Fortunately, someone with sturdy credentials has offered to shed some light on the subject. Co-Founder and former President of the Ritz-Carlton Hotel Company, Horst Schulze, has a new book, available March 5 through Zondervan, entitled Excellence Wins: A No-Nonsense Guide to Becoming the Best in a World of Compromise. To preview some of the ideas covered in the book, Schulze spoke with Loyalty360.
 
“I found there are three fundamental things that a company has to concentrate on,” Schulze said. “There’s, of course, the customer. That’s number one. In fact, the number one priority of any company should be to create customer loyalty. The other piece is the employee, and . . .  leadership—how do you accomplish what you want to do.
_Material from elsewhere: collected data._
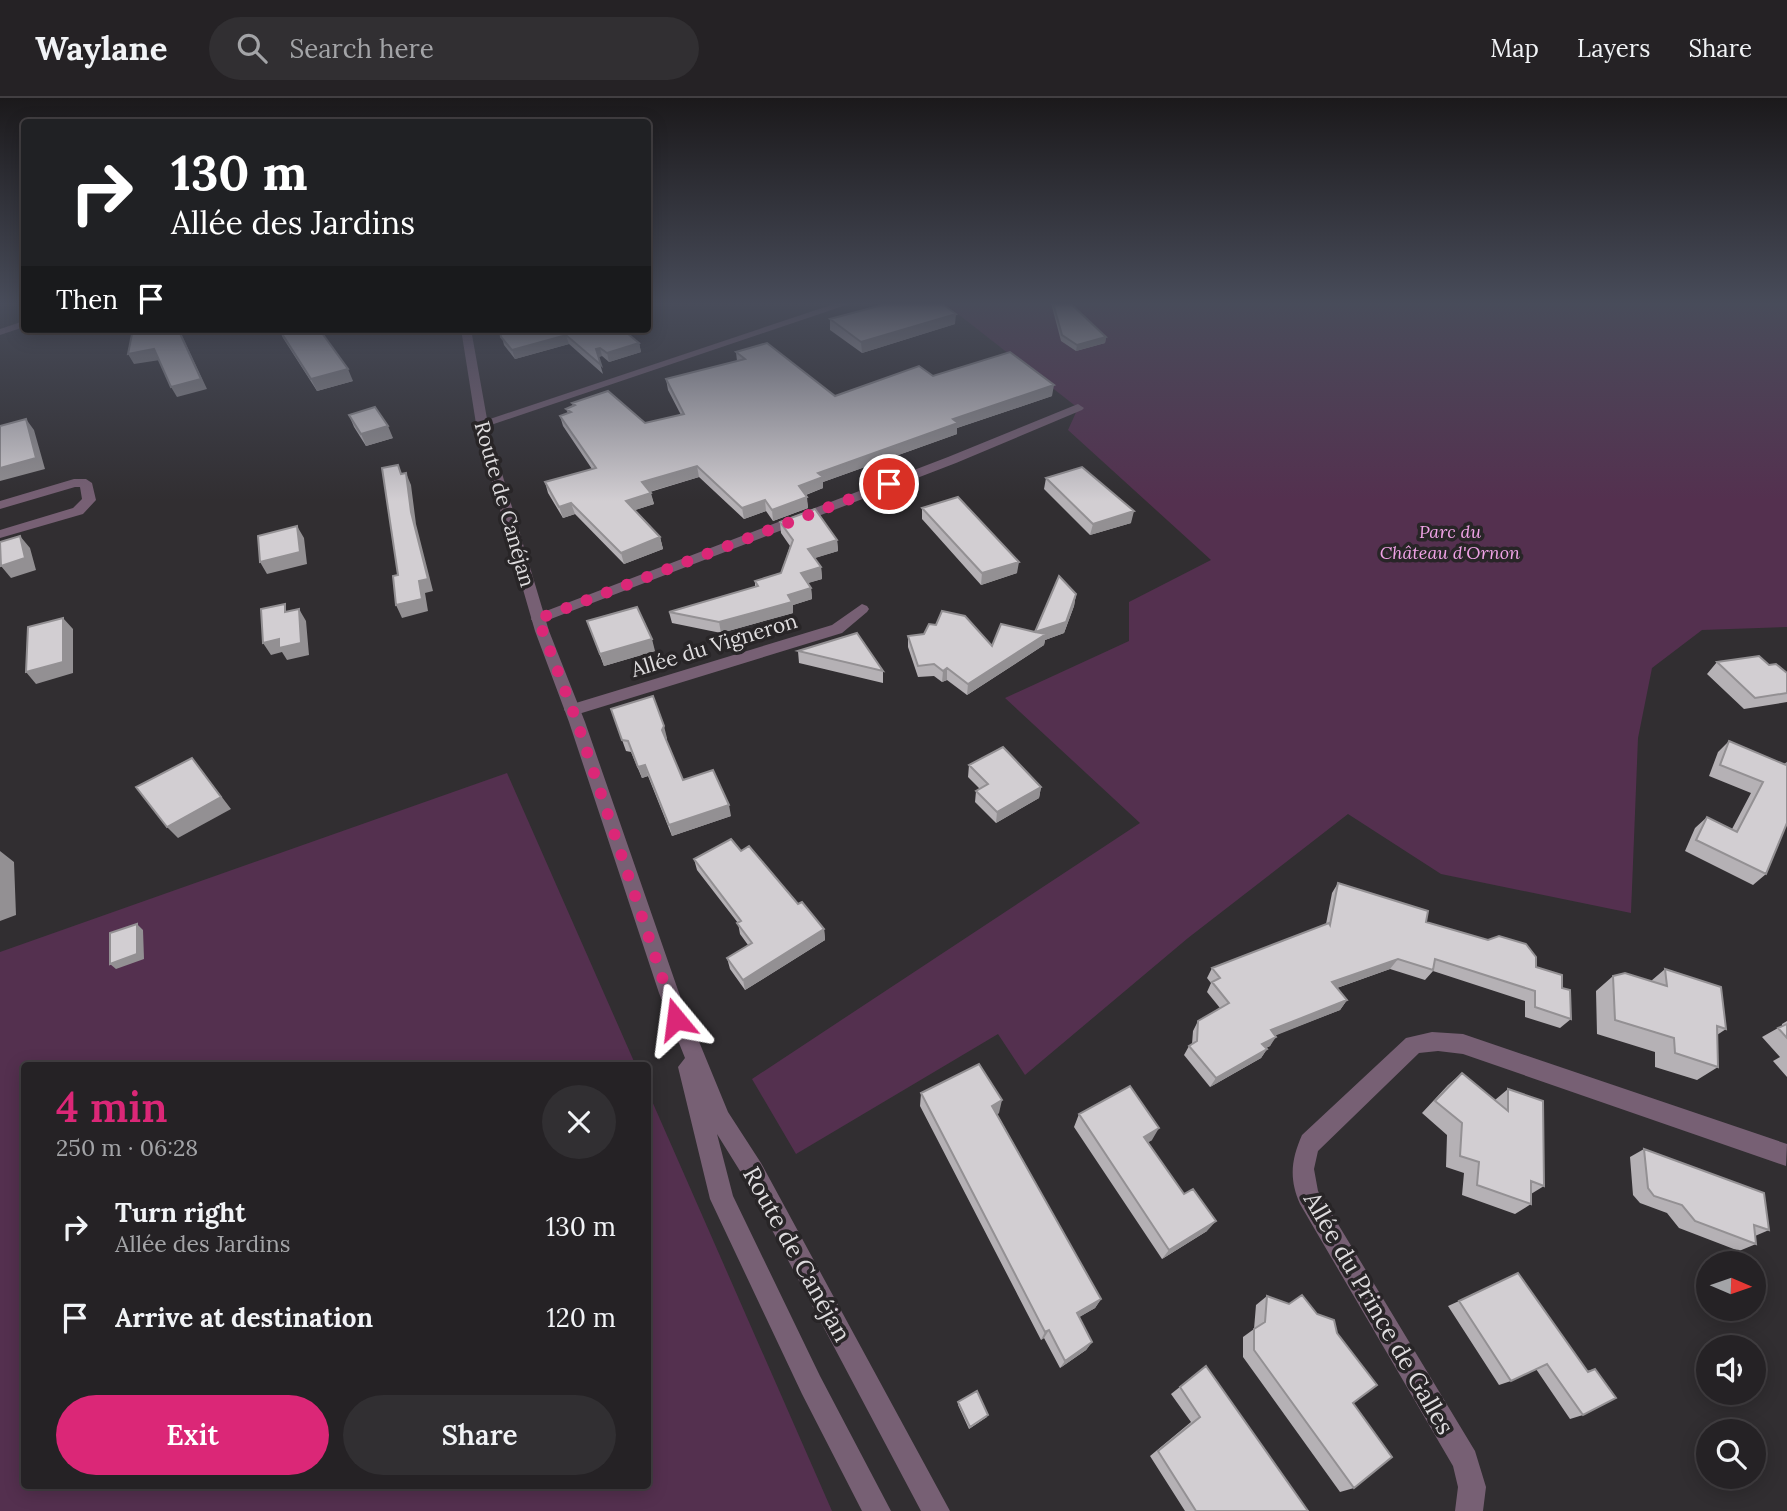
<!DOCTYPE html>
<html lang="en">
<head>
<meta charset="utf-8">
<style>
	body { margin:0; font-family:Lora,serif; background:#312f32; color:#f1f3f6; height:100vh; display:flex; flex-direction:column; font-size:26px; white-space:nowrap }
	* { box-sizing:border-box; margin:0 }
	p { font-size:23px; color:#a3a4a7 }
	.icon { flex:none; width:38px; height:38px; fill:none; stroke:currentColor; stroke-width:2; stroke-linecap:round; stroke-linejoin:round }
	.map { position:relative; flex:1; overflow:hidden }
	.drawer { position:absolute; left:21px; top:964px; width:630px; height:427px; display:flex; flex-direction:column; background:#252225; border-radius:7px; box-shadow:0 4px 18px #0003,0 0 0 2px #423f42 }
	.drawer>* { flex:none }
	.hud { position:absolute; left:21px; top:21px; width:630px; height:214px; border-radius:7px; box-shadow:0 4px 18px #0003,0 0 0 2px #423f42; background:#202124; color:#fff; overflow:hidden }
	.needle { width:46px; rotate:92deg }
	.buttons { position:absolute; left:1696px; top:1153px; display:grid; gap:14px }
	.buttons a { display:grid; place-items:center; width:70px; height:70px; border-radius:50%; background:#252225; box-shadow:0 4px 18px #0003,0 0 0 2px #423f42; font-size:35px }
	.pin { position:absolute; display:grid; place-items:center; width:60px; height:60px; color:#fff; margin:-30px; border:4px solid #fff; border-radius:50%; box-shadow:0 2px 7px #0007 }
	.me { position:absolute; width:77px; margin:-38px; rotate:344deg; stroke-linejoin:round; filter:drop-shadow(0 0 5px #0008) }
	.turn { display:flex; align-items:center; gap:24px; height:147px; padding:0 35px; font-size:32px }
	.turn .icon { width:91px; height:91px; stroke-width:2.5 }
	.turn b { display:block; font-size:49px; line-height:60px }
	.then { display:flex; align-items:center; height:66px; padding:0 35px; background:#0003; gap:14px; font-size:26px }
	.round { display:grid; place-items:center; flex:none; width:74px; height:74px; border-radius:37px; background:#312f32 }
	.head { display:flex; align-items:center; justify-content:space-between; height:119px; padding:0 35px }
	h1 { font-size:42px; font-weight:600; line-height:52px; color:#db2777 }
	.button { display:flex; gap:14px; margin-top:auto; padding:14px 35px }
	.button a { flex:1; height:80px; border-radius:42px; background:#db2777; color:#fff; font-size:28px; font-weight:600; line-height:80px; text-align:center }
	.button a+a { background:#312f32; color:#f1f3f6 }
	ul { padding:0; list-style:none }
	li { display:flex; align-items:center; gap:21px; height:91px; padding:0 35px }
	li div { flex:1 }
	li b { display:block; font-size:26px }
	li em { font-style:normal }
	header { display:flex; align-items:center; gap:42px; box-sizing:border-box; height:98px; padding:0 35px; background:#252225; border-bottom:2px solid #423f42 }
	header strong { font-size:33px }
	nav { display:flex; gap:38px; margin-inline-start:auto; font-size:24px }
	.search { width:490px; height:63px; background:#312f32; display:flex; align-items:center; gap:18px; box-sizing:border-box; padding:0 24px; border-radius:38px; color:#a3a4a7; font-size:26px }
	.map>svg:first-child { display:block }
	.green { fill:#54304f }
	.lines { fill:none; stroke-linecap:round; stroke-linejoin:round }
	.minor { fill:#776074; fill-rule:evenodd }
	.tertiary { fill:#776074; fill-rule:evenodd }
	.wall { fill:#b5b1b5 }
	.shaded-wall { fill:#939093 }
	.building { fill:#d2ced2; stroke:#939093; stroke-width:2 }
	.route { stroke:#db2777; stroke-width:12; stroke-dasharray:0 21.6 }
	.labels { text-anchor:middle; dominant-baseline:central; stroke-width:7; stroke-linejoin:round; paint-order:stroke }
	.far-park-label { font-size:18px; font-style:italic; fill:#efa2e5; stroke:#282527 }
	.street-label { font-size:21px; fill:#dedcde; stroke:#282527 }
	.near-street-label { font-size:24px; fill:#dedcde; stroke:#282527 }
</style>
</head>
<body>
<header>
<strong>Waylane</strong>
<div class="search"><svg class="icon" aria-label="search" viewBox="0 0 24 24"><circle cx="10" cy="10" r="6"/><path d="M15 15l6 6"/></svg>Search here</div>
<nav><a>Map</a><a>Layers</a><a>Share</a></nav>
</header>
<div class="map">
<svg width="1787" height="1413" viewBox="0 0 1787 1413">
	<rect width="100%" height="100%" fill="#312e31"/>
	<path class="green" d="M944,205H1787V529L1702,532L1652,570L1638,640L1631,815L1441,776L1348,716L1188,840L1025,977L998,936L796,1056L752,981L1140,725L1005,600L1129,543V504L1211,462L1068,332L1078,310Z
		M507,675L636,968H24V1388H648V994L832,1413H0V854Z"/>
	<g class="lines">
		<path class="minor" d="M837,205H852L485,329L475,326Z
			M1078,306L1084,310L1082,312L956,365L543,524H533L531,521L533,518L948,359Z
			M74,381H86L92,385L96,402L83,416L0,440V432L73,410L82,401L80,389H75L0,411V403Z
			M862,506L867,508L869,511L867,514L842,535L572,618L564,612L566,608L832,527Z
			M1432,934L1463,936L1787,1046L1786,1068L1463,956L1438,953L1419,955L1318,1053L1314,1071L1318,1093L1475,1353L1486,1389L1483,1413H1455L1458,1389L1453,1368L1300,1106C1289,1081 1291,1062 1302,1037L1406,940Z"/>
		<path class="tertiary" d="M24,223V229L0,237V231Z
			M461,231H471L489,332L549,533L585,624L679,895L728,1014L761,1065L950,1413H921L745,1081L717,1036L733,1098L820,1278L891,1413H862L802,1296L710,1101L678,969L685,960L659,895L569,624L535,533L477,332Z"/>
	</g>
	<path class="wall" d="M886,205H941L955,226L862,255L830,232V221L886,206Z
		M1051,205H1070L1106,239L1105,245L1076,253L1061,243Z
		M279,231L353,283L317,293L283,240Z
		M500,231L639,245L641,254L609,264L602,258L598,259L603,276L569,246L515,261L504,247Z
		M736,254L835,298L933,278L1052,298L957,330V336L823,384V390L806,397L808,410L773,423L766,413L744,421L699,379L650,394L654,406L635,412L660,439L663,451L624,466L575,416L563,420L548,395L545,384L592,371L563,328L560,318L568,315L566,311L573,308L572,305L645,325L681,317L668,292L666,281L737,263Z
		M349,317L393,340L366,348L354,329Z
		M1046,380L1131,425L1090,437L1044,391Z
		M922,410L1017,475L981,487L922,421Z
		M780,424L837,442L838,453L814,460L821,469L822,481L807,485L811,490L812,501L793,507V515L721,535L672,525L669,514L755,489V483L781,475L790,448L781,435Z
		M1076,496L1074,508L1064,535L1045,542L1044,547L967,597L947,582L942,584L934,578L918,579L908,549V538L992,548L1035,534Z
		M587,523L655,553L604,568Z
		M798,553L883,573V585L799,565Z
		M1717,564L1769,567L1787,575V604L1744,611L1707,576Z
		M611,611L667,640L666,642L683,682L731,718L672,738L648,678L642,680L631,654L626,653Z
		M1729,643L1784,666L1787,664L1766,776L1753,787L1685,753L1695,730L1707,719L1732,731L1751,695L1709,678L1718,654Z
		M969,667L1041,689L1039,700L996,725L975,704L976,693L980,691L968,679Z
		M741,753L824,831L825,842L745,892L730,871L727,860L748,847L740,836L738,825L697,772L694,761Z
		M1338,785L1426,824L1536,869L1562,890L1571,921L1560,930L1525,919V903L1433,873L1425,882L1390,871L1337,890L1347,902L1340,912L1275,937L1270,948L1266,950L1267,951L1261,960L1210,989L1184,957L1189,948L1192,946L1193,933L1198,923L1220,910L1207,894L1211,885L1207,880L1212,870L1326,826L1332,795Z
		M1665,871L1726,931L1717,937L1718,969L1697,982L1655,969V954L1597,936L1596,893L1613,878L1651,883Z
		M1787,923V979L1773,963L1780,959L1762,939L1778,930L1782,928V926Z
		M1462,975L1495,1002L1508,991L1544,1088L1531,1096V1106L1515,1116L1462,1097L1464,1075L1446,1069L1447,1037L1422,1015L1448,987Z
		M921,995L999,1015L997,1016L1101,1201L1095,1210L1079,1219L1092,1244L1086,1252L1060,1270L1044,1240L1041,1242L920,1008Z
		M1079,1016L1152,1042L1148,1044L1207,1133L1162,1161L1074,1029Z
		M1644,1051L1769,1132L1755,1138L1756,1146L1739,1153L1679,1130L1667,1115L1640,1105L1633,1097L1630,1059Z
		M1267,1198L1353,1305L1354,1390L1340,1394L1243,1259V1239L1254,1231L1256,1207Z
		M1459,1203L1587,1273L1595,1271L1583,1317L1570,1321L1536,1271L1511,1283L1499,1287L1448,1208Z
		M1206,1268L1308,1413H1185L1150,1358L1191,1324L1171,1296Z
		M958,1304L987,1319L969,1331L958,1307Z"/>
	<path class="shaded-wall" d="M956,216L955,226L862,255L861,244Z
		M178,231H179L207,291L177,299L171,289Z
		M566,237L569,246L515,261L512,252Z
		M1106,239L1105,245L1076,253L1077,247Z
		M639,245L641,254L609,264L607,255Z
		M600,250L602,258L598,259L596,251Z
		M154,251L160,262L134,266L128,256Z
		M348,271L353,283L317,293L311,281Z
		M1054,287L1052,298L957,330V336L823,384V390L800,399L799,388L818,375L953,321Z
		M26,321L34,332L45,371L0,383V370Z
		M388,328L393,340L366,348L361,336Z
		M697,368L699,379L645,395L642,384Z
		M406,375L411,387L416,426L433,493L425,495L428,513L402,520L396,507L411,414Z
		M651,395L654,406L629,414L626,403Z
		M807,399L808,410L773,423L772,412Z
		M765,402L766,413L744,421L742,410Z
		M571,405L575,416L563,420L559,409Z
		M1134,413L1131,425L1090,437L1093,426Z
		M297,428L304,440L307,466L267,476L260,464Z
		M20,438L30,450L36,472L11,480L1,468Z
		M660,439L663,451L624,466L621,455Z
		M837,442L838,453L809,462L808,451Z
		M1019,464L1017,475L981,487L982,475Z
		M821,469L822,481L802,487L801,475Z
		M811,490L812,501L793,507V515L721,535L719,524L788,497Z
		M1076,496L1074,508L1064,535L1045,542L1044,547L967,597L968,586L1035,534Z
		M299,511L306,523L309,557L287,562L282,554L271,557L263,545Z
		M63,520L73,531V575L36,586L26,574Z
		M652,541L655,553L604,568L600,556Z
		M947,570V582L942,584L943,573Z
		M664,628L667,640L665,643L662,632Z
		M192,660L231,711L178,740L167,729Z
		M645,667L648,678L642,680L638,669Z
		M1041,689L1039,700L996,725L997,714Z
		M729,707L731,718L672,738L669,727Z
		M0,753L14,764L16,817L0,823Z
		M137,826L143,832L144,861L116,871L110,866Z
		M824,831L825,842L745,892L743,882Z
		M1398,861L1390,871L1325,894L1332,884Z
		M1347,902L1340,912L1264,942L1271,932Z
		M1276,939L1270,948L1256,955L1262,946Z
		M1267,951L1261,960L1210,989L1216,980Z
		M1002,1002L999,1015L989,1021L992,1008Z
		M1159,1030L1152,1042L1138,1051L1144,1039Z
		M1216,1123L1207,1133L1162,1161L1169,1152Z
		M1101,1201L1095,1210L1071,1224L1077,1215Z
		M1049,1232L1044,1240L1041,1242L1045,1234Z
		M1092,1244L1086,1252L1060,1270L1065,1263Z"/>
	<path class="building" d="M890,205H941L956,216L861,244L830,221Z
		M1053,205H1070L1106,239L1077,247L1062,237Z
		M133,231H178L201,281L171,289L154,251L128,256Z
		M279,231H319L348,271L311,281Z
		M500,231H622L639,245L607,255L600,250L596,251L601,267L566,237L512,252L501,239Z
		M767,245L835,298L919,268L933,278L1010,254L1054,287L953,321L958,325L818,375L823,379L799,388L807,399L772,412L765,402L742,410L697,368L642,384L651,395L626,403L660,439L621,455L571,405L559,409L545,384L596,370L560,318L571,314L566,311L575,307L572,305L608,293L645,325L684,316L666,281L745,261L736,254Z
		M375,309L388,328L361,336L349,317Z
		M26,321L36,360L0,370V328Z
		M398,367L401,376L406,375L411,414L428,481L419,483L422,501L396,507L393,478L398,477L382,370Z
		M1082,369L1134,413L1093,426L1046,380Z
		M958,399L1019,464L982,475L922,410Z
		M815,411L837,442L808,451L821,469L801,475L811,490L788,497L792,504L719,524L669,514L758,488L755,483L781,475L793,442L780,424Z
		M297,428L300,454L260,464L258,438Z
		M20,438L25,460L1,468L0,444Z
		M1059,478L1076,496L1066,524L1035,534L1046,536L968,586L947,570L943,573L934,566L918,568L908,538L924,536L929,526L936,527L942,513L965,518L992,548L1001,526L1035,534Z
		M285,506V514L299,511L301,545L279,550V541L263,545L261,511Z
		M637,509L652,541L600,556L587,523Z
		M63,520V564L26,574L28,529Z
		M857,535L883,573L798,553Z
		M1759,558L1769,567L1776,566L1787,575V595L1755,600L1717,564Z
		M653,598L664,628L662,632L683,682L713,672L729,707L669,727L645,667L638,669L628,643L622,642L611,611Z
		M1729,643L1786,667L1787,665V725L1766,776L1696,742L1707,719L1737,734L1763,684L1720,667Z
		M1003,649L1041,689L997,714L976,693L988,686L969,667Z
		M192,660L221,699L167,729L136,689Z
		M731,741L741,753L749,748L798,806L802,804L824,831L743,882L727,860L752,845L737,825L741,823L694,761Z
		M1338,785L1428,813L1426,824L1488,842L1499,838L1526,846L1536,859V869L1562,877V890L1570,892L1571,921L1535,909V893L1435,861L1433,872L1398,861L1332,884L1347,902L1271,932L1276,939L1262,946L1267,951L1216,980L1189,948L1197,943L1198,923L1229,905L1212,884L1220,880L1212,870L1329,825L1330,827Z
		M137,826V856L110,866V835Z
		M1665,871L1721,889L1726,931L1717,928L1718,969L1675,955L1674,940L1615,922L1613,878L1625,875L1667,888Z
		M1787,926V940L1778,930Z
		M979,966L1002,1002L992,1008L1101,1201L1077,1215L1092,1244L1065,1263L1049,1232L1045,1234L921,995Z
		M1462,975L1508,1013V991L1543,1003L1544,1088L1531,1083V1106L1477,1087L1479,1064L1460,1058L1462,1025L1435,1003Z
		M1130,988L1159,1030L1144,1039L1184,1096L1193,1091L1216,1123L1169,1152L1079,1016Z
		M1644,1051L1764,1095L1769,1132L1754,1127L1756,1146L1695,1123L1682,1107L1654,1098L1648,1090Z
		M1518,1175L1588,1274L1595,1271L1616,1300L1583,1317L1547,1266L1511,1283L1459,1203Z
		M1302,1197L1317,1216L1334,1222L1337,1235L1377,1287L1353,1305L1392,1359L1354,1390L1254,1252V1231L1265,1224L1267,1198L1289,1206Z
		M1206,1268L1308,1413H1196L1158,1353L1200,1319L1180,1289Z
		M977,1293L988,1317L970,1329L958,1304Z"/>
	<linearGradient id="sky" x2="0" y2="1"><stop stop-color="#1b191b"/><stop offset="0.51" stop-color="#484c5a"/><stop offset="1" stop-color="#484c5a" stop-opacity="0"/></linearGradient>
	<rect width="1787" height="403" fill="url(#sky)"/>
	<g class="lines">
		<path class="route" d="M676,921L577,624L538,521L889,386"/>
	</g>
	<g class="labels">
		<g class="far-park-label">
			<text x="1450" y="433">Parc du<tspan x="1450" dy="21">Château d'Ornon</tspan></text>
		</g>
		<g class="street-label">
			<text transform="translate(505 406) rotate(74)">Route de Canéjan</text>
			<text transform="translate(714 547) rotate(-17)">Allée du Vigneron</text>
		</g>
		<g class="near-street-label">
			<text transform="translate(797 1156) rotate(61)">Route de Canéjan</text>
			<text transform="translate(1379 1215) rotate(60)">Allée du Prince de Galles</text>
		</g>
	</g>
</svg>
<div class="buttons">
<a><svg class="needle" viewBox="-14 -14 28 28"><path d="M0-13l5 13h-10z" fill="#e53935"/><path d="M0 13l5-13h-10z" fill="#a3a4a7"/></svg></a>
<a><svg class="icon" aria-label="sound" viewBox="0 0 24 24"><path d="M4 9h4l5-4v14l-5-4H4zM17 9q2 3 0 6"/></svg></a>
<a><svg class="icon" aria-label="search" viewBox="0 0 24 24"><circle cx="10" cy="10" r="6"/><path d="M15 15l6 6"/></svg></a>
</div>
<div class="pin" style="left:889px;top:386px;background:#d93025"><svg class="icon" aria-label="arrive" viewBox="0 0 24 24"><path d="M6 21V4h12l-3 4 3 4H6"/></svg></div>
<svg class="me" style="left:676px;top:921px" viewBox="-20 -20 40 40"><path d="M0-17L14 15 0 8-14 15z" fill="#db2777" stroke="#fff" stroke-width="4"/></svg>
<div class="hud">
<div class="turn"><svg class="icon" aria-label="right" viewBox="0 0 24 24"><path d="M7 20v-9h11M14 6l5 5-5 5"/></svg><div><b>130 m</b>Allée des Jardins</div></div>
<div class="then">Then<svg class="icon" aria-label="arrive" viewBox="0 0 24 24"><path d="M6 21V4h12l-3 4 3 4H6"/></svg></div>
</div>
<section class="drawer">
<div class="head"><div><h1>4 min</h1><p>250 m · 06:28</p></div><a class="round"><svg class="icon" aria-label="close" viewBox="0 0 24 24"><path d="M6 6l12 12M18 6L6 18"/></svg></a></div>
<ul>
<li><svg class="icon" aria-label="right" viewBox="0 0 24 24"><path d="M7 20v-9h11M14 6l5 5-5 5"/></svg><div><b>Turn right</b><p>Allée des Jardins</p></div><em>130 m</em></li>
<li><svg class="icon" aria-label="arrive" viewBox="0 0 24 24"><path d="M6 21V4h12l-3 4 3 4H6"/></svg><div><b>Arrive at destination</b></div><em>120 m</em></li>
</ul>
<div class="button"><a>Exit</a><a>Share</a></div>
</section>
</div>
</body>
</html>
If a company understands those three things—focus on the customer, understanding the employee, and leadership to maintain the understanding—then you have a great company.”
 
Obviously, the importance of those three isn’t news to anyone in the loyalty industry, but Schulze seeks to use his five decades of expertise to examine them in a meaningful, actionable way. For instance, on the subject of employee relationships, he notes, “Everybody talks about it, mind you. There’s a lot of rhetoric about it, particularly leadership. Think of about how much rhetoric there is about alignment, yet I look at all kinds of companies, and alignment just doesn’t exist.” Familiar as the topics covered in the book may seem, Schulze does not believe in spewing jargon. Instead, he takes a challenging look at brand strategy.
 
When asked about best practices for customer loyalty, Schulze responded, “If you understand—truly understand, not your opinion (in fact, eliminate your opinion)—what does my market want from my product and then concentrate all processes to deliver to the customer what the customer wants, [you become] superior to the competition.”
 
He continued, “I studied that very carefully, and the fascinating thing that happened in our studies is that no matter what you buy—it  doesn’t really matter, it could be a car or a bottle of water—you have to sail on the mental expectations, and that is that [first] the product is defect-free. Number two, you want it in due time; you don’t to wait for it; you want it when you want it. And number three, you want the people that give it to you to be nice to you.”
 
Plenty of this is back-to-basics, but in a climate in which brands are often distracted by tech particulars and the competition’s latest move, many of us could stand to remember what’s important in cultivating loyalty.